_Exercise_
Each line that includes "cover" must be copied from the records.

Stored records
☆ ☆ ☆

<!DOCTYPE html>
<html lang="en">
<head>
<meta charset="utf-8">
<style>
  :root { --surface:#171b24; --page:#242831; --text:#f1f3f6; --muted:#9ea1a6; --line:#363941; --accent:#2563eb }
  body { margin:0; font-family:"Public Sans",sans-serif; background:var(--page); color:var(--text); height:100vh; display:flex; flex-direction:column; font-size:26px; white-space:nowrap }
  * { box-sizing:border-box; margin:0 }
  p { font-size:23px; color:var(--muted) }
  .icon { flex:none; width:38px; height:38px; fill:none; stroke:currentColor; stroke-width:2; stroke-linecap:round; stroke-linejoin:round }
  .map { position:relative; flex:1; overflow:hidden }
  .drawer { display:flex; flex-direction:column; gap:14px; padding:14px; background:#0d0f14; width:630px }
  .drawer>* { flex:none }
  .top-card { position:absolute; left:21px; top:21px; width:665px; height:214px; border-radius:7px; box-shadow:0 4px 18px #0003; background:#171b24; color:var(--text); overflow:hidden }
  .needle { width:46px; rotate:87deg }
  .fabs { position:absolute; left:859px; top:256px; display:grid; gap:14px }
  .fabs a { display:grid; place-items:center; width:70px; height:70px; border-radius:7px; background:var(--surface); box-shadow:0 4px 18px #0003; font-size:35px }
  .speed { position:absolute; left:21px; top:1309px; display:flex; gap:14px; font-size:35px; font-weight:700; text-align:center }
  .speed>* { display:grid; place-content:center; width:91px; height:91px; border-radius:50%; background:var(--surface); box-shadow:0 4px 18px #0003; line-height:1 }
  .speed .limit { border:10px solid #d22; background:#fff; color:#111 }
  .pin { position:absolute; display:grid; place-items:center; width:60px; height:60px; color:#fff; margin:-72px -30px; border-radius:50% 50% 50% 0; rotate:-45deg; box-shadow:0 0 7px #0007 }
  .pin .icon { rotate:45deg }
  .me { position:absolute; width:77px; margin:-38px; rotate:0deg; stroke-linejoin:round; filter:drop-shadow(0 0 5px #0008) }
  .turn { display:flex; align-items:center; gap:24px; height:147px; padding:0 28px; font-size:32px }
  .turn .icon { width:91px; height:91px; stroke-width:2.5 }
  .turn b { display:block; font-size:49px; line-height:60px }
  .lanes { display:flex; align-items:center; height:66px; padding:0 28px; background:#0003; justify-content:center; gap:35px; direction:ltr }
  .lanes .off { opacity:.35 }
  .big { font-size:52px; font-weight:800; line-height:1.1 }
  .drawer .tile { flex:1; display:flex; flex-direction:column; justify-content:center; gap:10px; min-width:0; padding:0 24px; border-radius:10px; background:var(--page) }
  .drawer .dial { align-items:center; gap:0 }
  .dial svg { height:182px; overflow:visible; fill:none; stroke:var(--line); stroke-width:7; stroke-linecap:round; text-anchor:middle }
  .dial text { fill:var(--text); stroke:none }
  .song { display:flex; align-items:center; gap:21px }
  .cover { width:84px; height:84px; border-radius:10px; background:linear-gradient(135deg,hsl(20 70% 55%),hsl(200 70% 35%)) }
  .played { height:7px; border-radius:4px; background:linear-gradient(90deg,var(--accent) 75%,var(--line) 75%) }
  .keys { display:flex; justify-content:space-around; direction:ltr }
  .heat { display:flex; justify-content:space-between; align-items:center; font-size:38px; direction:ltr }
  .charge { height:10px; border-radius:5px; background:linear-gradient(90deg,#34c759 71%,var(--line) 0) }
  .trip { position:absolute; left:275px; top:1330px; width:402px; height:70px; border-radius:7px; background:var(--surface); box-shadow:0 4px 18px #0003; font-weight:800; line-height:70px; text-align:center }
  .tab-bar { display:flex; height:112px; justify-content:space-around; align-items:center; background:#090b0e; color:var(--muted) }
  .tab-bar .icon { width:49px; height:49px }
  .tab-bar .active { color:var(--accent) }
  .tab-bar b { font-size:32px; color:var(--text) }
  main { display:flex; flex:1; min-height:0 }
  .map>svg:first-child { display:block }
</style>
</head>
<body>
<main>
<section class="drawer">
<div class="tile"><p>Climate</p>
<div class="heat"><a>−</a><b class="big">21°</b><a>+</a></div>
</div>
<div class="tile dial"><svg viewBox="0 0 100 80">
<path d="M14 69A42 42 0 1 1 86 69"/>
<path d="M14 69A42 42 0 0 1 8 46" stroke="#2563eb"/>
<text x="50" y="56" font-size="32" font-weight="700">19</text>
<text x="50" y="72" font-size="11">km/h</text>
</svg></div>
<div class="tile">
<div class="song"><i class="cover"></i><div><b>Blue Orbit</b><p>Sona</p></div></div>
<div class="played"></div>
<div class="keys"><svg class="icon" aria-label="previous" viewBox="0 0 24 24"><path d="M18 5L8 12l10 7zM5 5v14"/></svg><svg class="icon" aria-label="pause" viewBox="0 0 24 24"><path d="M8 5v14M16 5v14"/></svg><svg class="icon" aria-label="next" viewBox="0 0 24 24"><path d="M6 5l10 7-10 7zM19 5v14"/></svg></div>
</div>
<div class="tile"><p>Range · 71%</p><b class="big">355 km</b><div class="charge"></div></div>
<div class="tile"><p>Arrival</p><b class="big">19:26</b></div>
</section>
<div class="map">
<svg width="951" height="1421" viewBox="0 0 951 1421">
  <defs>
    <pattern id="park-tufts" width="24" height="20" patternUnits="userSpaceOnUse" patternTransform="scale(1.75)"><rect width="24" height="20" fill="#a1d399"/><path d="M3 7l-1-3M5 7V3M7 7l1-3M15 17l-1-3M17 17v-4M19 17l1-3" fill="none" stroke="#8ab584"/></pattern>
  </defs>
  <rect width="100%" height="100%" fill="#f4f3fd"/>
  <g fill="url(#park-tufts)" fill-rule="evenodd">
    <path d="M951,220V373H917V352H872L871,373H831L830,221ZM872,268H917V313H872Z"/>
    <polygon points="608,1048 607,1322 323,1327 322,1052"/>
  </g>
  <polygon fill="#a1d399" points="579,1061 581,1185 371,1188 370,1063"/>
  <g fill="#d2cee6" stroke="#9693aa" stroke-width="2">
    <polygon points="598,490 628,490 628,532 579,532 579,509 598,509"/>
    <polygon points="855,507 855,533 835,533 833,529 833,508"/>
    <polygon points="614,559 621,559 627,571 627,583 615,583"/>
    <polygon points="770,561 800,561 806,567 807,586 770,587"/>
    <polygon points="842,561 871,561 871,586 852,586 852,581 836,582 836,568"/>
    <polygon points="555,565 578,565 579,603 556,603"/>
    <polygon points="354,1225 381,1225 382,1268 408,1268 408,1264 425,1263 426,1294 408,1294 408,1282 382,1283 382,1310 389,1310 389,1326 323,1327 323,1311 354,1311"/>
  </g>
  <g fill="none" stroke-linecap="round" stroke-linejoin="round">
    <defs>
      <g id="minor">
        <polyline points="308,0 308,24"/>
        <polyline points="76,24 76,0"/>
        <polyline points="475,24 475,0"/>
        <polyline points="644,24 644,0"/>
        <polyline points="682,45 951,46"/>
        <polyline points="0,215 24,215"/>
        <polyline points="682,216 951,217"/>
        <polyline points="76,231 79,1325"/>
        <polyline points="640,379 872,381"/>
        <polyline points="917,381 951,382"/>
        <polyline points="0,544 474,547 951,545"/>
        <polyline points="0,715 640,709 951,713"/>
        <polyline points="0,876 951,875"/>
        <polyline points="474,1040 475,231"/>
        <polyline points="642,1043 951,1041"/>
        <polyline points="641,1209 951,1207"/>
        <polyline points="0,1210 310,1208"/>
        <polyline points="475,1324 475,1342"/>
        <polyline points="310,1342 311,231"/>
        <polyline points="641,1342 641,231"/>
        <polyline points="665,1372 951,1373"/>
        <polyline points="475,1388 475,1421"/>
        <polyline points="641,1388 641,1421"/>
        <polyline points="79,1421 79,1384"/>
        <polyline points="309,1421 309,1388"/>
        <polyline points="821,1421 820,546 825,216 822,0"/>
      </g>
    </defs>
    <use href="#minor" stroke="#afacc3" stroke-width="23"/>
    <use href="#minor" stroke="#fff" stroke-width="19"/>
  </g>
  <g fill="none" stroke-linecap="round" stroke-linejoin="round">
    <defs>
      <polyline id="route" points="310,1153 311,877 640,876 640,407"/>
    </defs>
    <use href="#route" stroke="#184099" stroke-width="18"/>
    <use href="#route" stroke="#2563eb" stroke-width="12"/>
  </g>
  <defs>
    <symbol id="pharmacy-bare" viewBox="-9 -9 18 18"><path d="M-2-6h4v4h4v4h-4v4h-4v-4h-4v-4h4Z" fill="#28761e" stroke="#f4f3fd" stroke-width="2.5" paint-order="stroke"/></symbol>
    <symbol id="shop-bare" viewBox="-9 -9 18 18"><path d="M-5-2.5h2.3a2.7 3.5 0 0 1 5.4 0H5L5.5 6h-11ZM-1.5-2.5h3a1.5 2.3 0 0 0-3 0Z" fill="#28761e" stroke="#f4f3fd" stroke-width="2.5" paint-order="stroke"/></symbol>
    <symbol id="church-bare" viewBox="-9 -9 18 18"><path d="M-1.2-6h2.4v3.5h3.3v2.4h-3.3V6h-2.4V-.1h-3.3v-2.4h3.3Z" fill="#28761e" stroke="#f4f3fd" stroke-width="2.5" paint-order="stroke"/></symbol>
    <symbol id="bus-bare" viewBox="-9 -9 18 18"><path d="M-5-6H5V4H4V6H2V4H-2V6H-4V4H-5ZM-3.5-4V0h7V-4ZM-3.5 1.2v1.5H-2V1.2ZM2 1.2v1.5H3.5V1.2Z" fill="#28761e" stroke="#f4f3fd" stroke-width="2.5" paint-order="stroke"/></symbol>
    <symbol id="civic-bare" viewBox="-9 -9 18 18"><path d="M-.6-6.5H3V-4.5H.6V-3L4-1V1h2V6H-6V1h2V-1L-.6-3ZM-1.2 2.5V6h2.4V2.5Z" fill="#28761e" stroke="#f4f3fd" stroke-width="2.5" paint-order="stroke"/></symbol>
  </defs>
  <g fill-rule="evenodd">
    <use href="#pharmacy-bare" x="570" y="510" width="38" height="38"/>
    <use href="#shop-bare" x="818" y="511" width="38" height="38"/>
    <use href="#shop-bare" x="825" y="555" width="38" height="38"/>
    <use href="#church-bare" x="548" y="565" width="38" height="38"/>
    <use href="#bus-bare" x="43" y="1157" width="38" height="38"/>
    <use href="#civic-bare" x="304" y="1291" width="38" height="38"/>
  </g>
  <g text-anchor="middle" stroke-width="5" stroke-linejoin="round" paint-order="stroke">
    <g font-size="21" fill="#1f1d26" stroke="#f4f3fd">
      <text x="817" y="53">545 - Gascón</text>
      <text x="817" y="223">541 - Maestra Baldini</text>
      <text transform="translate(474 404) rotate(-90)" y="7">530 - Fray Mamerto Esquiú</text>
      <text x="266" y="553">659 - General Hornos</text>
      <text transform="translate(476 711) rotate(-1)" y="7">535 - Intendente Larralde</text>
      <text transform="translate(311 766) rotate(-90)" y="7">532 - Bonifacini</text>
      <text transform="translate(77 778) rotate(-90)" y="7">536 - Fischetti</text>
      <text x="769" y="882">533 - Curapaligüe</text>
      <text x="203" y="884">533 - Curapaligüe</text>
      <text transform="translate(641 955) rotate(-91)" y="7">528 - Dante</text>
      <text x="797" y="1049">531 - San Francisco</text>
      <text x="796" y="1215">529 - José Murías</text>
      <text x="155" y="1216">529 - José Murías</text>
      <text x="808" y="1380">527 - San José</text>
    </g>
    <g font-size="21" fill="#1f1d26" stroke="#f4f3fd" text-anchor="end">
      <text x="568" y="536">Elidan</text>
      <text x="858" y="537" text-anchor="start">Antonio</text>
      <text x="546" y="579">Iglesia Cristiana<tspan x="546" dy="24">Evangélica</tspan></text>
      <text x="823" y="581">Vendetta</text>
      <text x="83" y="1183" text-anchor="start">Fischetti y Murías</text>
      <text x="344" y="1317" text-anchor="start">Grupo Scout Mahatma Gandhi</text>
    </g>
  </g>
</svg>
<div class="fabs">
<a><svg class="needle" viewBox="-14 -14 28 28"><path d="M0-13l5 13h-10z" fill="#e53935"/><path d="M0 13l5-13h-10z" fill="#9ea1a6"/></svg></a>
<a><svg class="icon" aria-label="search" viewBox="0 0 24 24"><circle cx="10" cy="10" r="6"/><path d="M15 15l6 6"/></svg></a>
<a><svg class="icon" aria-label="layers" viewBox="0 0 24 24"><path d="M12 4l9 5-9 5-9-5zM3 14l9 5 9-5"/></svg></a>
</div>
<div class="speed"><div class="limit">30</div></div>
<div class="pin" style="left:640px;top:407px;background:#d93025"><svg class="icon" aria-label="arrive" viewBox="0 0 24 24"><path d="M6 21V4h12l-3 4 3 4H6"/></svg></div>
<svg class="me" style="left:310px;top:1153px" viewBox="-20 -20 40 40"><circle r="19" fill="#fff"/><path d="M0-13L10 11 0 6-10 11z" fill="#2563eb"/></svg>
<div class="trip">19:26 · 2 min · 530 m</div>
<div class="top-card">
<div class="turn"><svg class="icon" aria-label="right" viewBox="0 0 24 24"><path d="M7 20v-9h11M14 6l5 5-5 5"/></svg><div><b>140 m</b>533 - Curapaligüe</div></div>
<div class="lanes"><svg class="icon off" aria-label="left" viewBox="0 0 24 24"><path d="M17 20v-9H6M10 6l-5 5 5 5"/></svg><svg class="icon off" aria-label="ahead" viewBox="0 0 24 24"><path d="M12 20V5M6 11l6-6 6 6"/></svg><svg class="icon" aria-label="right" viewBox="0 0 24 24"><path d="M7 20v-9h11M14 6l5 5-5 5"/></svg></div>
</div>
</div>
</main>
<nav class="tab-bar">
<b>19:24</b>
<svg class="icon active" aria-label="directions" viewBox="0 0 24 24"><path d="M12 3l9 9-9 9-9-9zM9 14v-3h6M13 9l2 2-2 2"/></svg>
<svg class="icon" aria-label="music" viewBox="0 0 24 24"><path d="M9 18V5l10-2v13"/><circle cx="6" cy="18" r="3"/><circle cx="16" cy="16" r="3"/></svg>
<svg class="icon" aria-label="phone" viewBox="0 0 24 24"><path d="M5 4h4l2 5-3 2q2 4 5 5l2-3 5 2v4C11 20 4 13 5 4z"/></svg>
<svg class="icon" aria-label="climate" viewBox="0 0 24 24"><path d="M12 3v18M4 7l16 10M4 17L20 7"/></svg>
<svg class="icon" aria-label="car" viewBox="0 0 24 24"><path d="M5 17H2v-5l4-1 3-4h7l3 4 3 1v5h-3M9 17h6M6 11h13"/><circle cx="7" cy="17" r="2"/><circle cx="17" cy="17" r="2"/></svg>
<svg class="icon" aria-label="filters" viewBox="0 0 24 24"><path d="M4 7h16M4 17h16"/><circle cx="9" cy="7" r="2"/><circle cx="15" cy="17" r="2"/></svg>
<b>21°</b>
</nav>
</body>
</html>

☆ ☆ ☆

_Response_
  .cover { width:84px; height:84px; border-radius:10px; background:linear-gradient(135deg,hsl(20 70% 55%),hsl(200 70% 35%)) }
<div class="song"><i class="cover"></i><div><b>Blue Orbit</b><p>Sona</p></div></div>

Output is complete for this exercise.